Sans m’en rendre réellement compte, mes pas me conduisaient inexorablement vers un inconnu qui allait, par ses propos, tenter de rallumer une flamme d’espoir dans mon coeur alourdi par le mauvais pressentiment que le vrai peuple québécois allait encore une fois se trouver sous le joug d’un parti politique voué à des courbettes déshonorantes devant un fédéralisme oppresseur.
Alors que le vent froid venu du fleuve s’acharnait à faire tourbillonner inlassablement autour de moi des trombes de neige, je levai mes yeux à demi clos vers un édifice grisâtre et, malgré la poudrerie, je pus y lire une immense inscription qui me semblait surgir du passé : Au pied du Courant.
Inconsciemment, je me suis immobilisé face à ce vestige, que certains appellent monument historique, enveloppé d’une aura d’injustice et de traîtrise. Une larme de nostalgie vint se figer sur ma joue rougit et mon coeur bondit d’indignation qu’engendrait le souvenir funeste de la quasi extinction d’une race qui méritait de porter le nom de québécois.

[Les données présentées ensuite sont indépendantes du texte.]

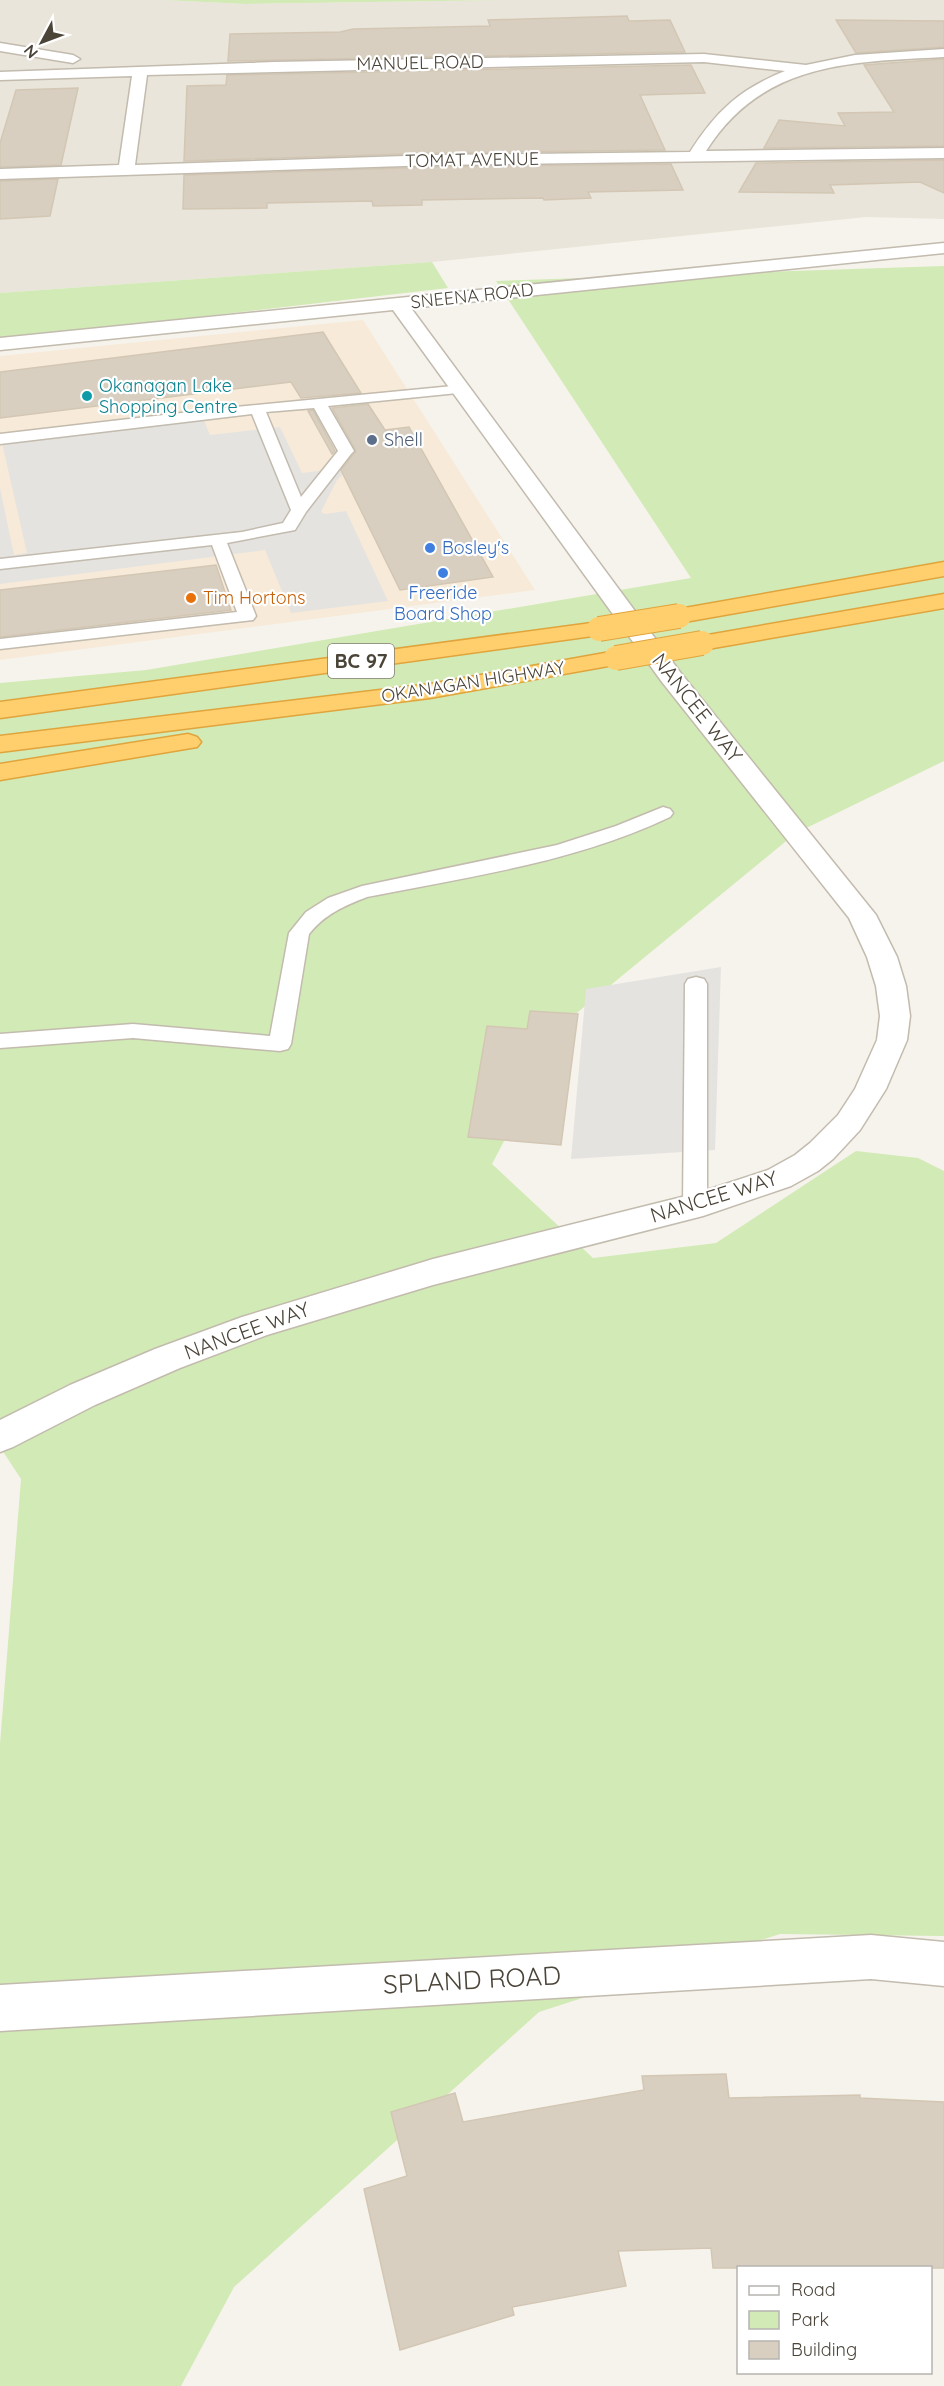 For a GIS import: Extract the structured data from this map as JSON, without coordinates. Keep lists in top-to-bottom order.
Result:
{
  "streets": {
    "highway": ["BC 97", "OKANAGAN HIGHWAY"],
    "street": [
      "MANUEL ROAD",
      "TOMAT AVENUE",
      "SNEENA ROAD",
      "NANCEE WAY",
      "SPLAND ROAD"
    ]
  },
  "crossings": [
    ["SNEENA ROAD", "NANCEE WAY"]
  ],
  "places": [
    "Okanagan Lake Shopping Centre",
    "Shell",
    "Bosley's",
    "Freeride Board Shop",
    "Tim Hortons"
  ],
  "legend": ["Road", "Park", "Building"],
  "north": "bottom left"
} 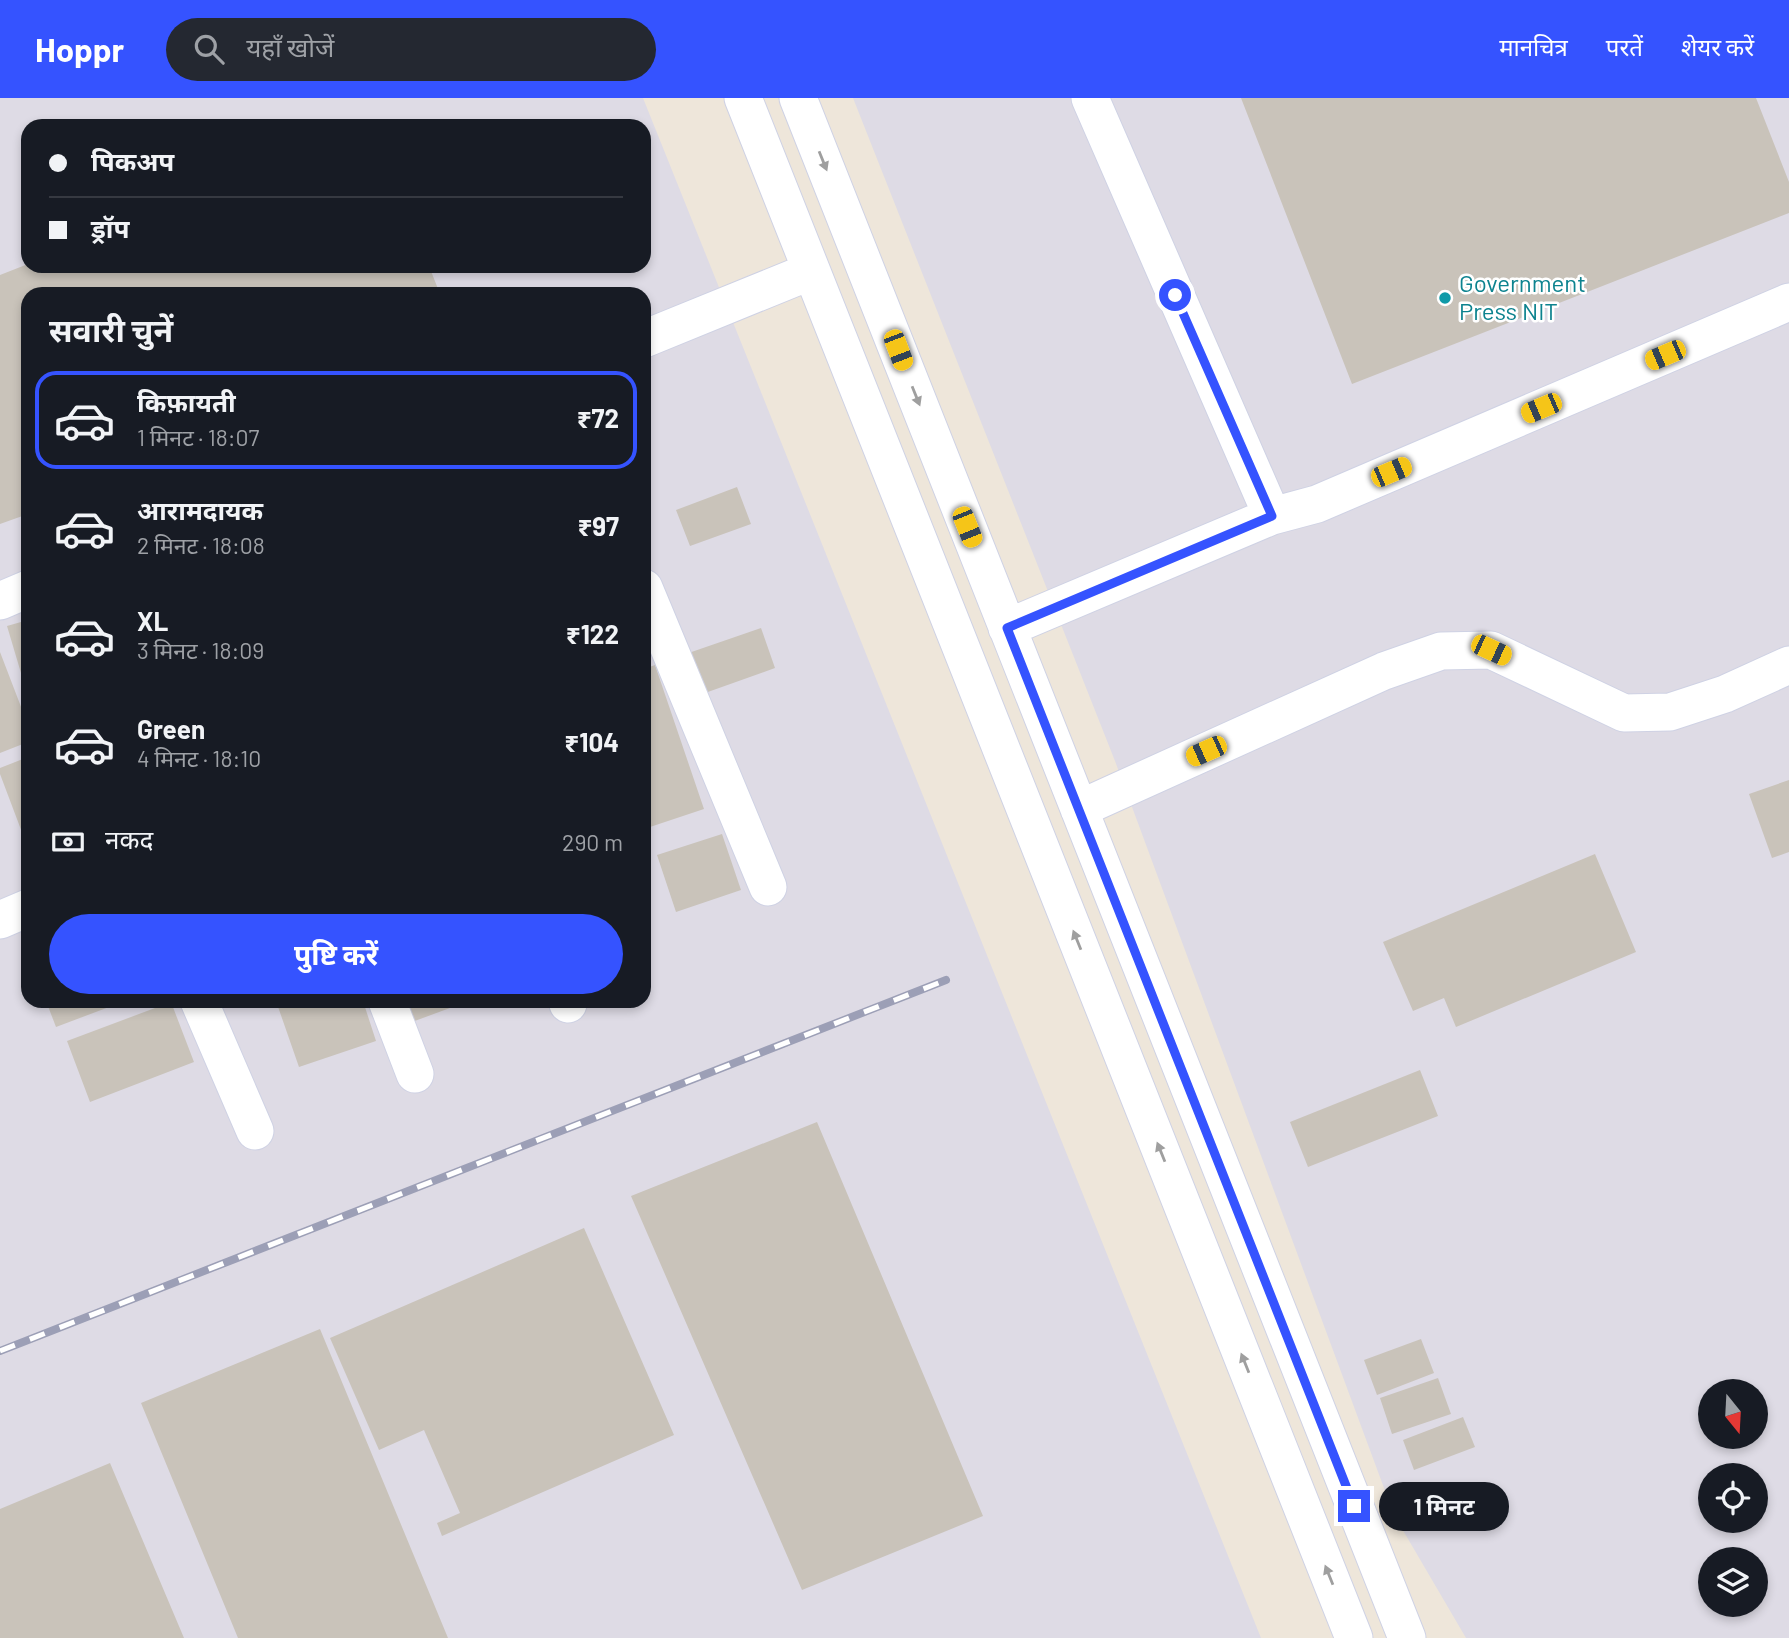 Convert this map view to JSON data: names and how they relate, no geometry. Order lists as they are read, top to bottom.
{
  "places": ["Government Press NIT"],
  "north": "bottom",
  "page": {
    "header": "Hoppr",
    "search": "यहाँ खोजें",
    "nav": ["मानचित्र", "परतें", "शेयर करें"],
    "banner": ["पिकअप", "ड्रॉप"],
    "heading": "सवारी चुनें",
    "list": [
      {
        "name": "किफ़ायती",
        "note": "1 मिनट · 18:07",
        "value": "₹72"
      },
      {
        "name": "आरामदायक",
        "note": "2 मिनट · 18:08",
        "value": "₹97"
      },
      {
        "name": "XL",
        "note": "3 मिनट · 18:09",
        "value": "₹122"
      },
      {
        "name": "Green",
        "note": "4 मिनट · 18:10",
        "value": "₹104"
      }
    ],
    "pay": ["नकद", "290 m"],
    "buttons": "पुष्टि करें",
    "bubble": "1 मिनट"
  }
} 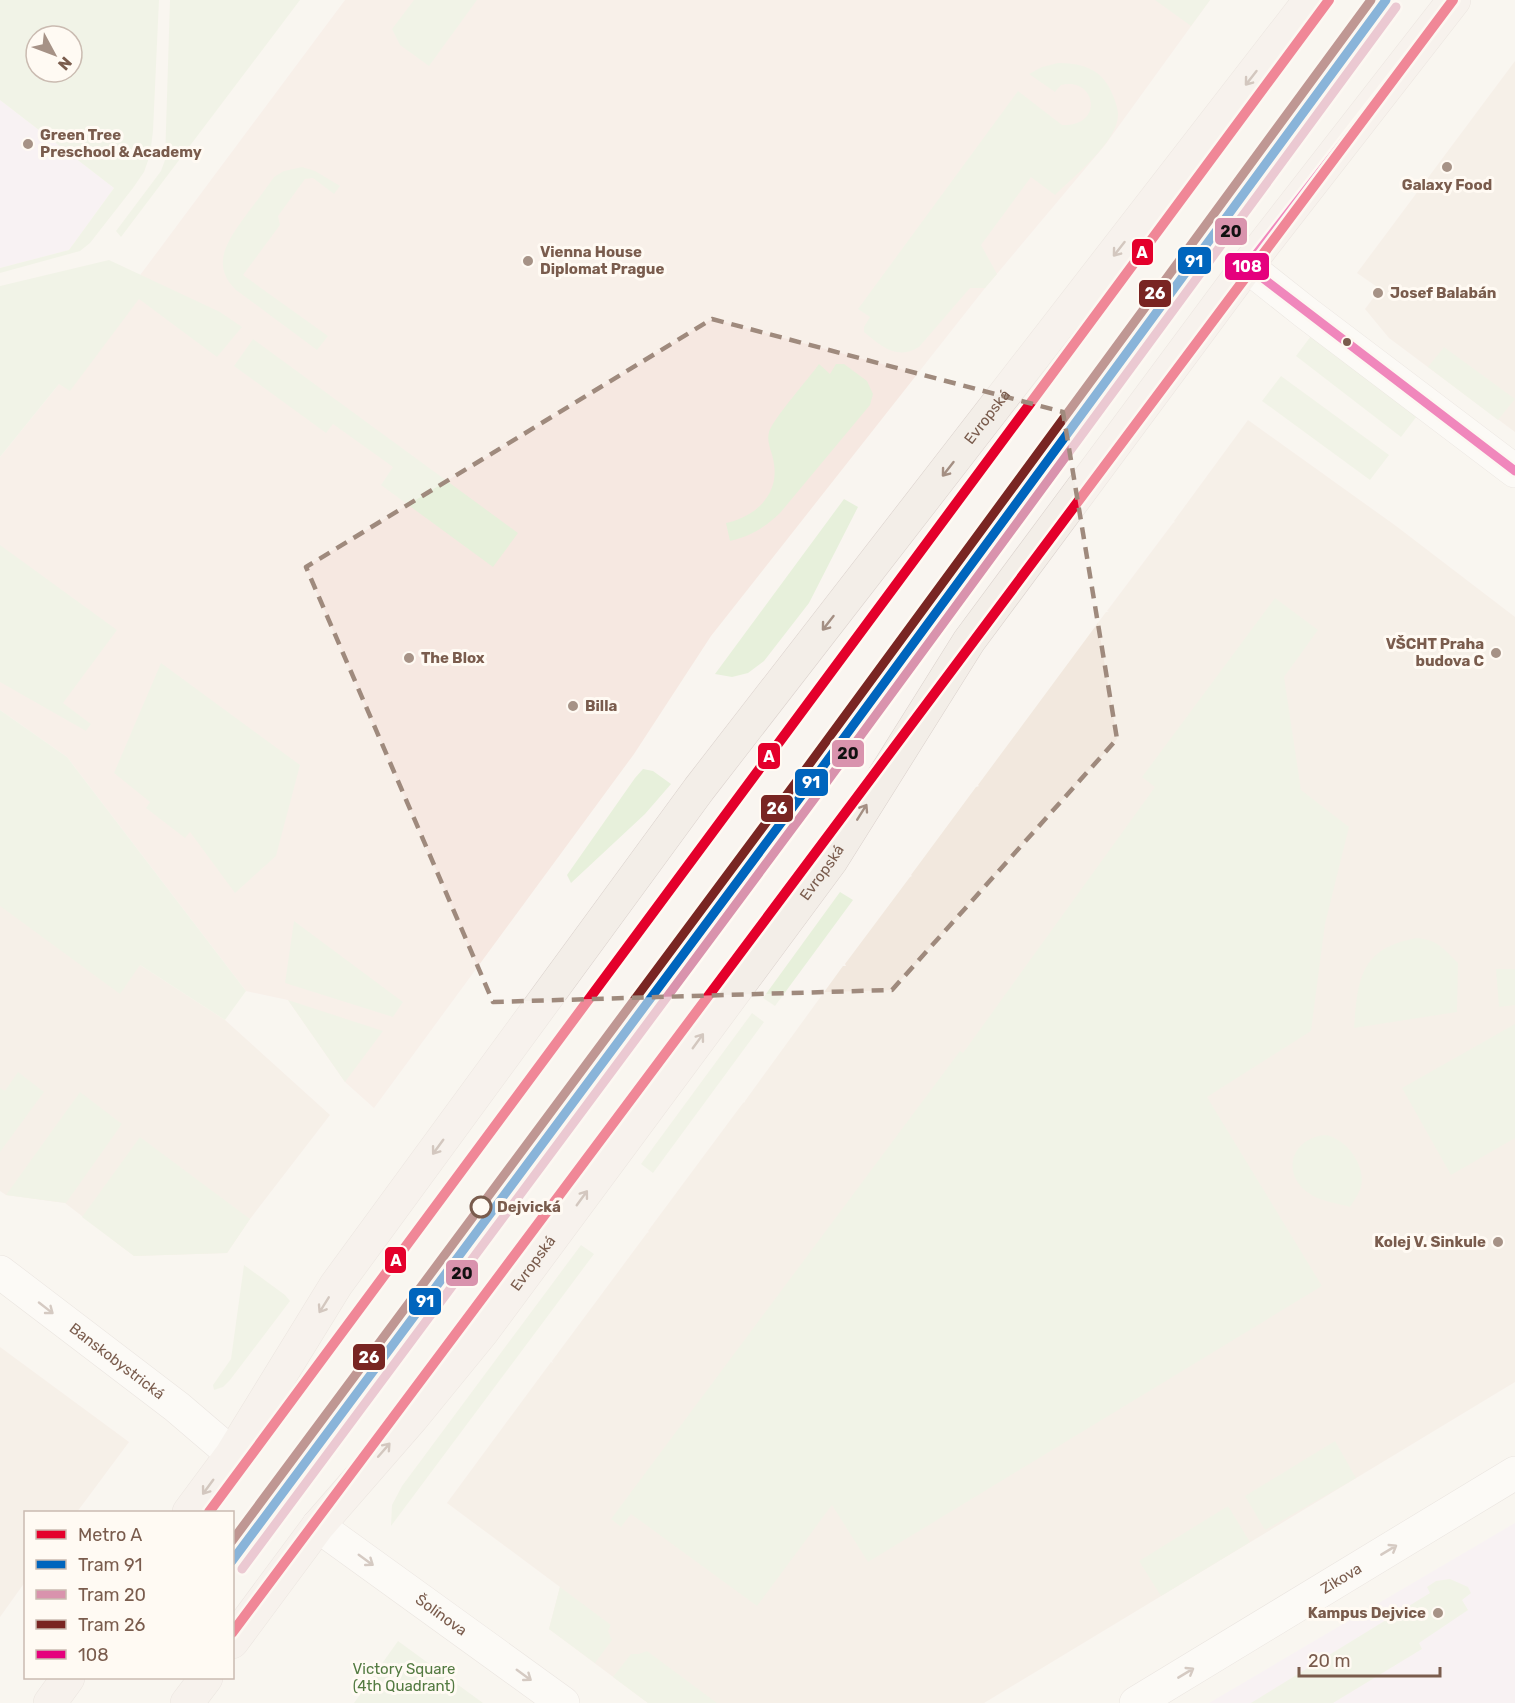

Afin de m’accorder quelques minutes dans le but de digérer ma frustration, je me mis à l’abri du grand mur de pierres, à demi ravagé par le temps, témoin impuissant de la mort d’une illusion idéologique qui aurait pu mener à la confirmation d’un peuple. Mon esprit ainsi protégé des rafales cinglantes plongea littéralement dans un songe mystérieux qui se révéla à moi sous la forme d’un personnage à l’accoutrement étrange et au regard aussi mélancolique que le mien, mais néanmoins animé d’une ineffable lueur d’espoir. Un doigt tremblotant pointé vers le fond de la grande cour, il posa ses yeux sur moi tout en dodelinant tristement la tête.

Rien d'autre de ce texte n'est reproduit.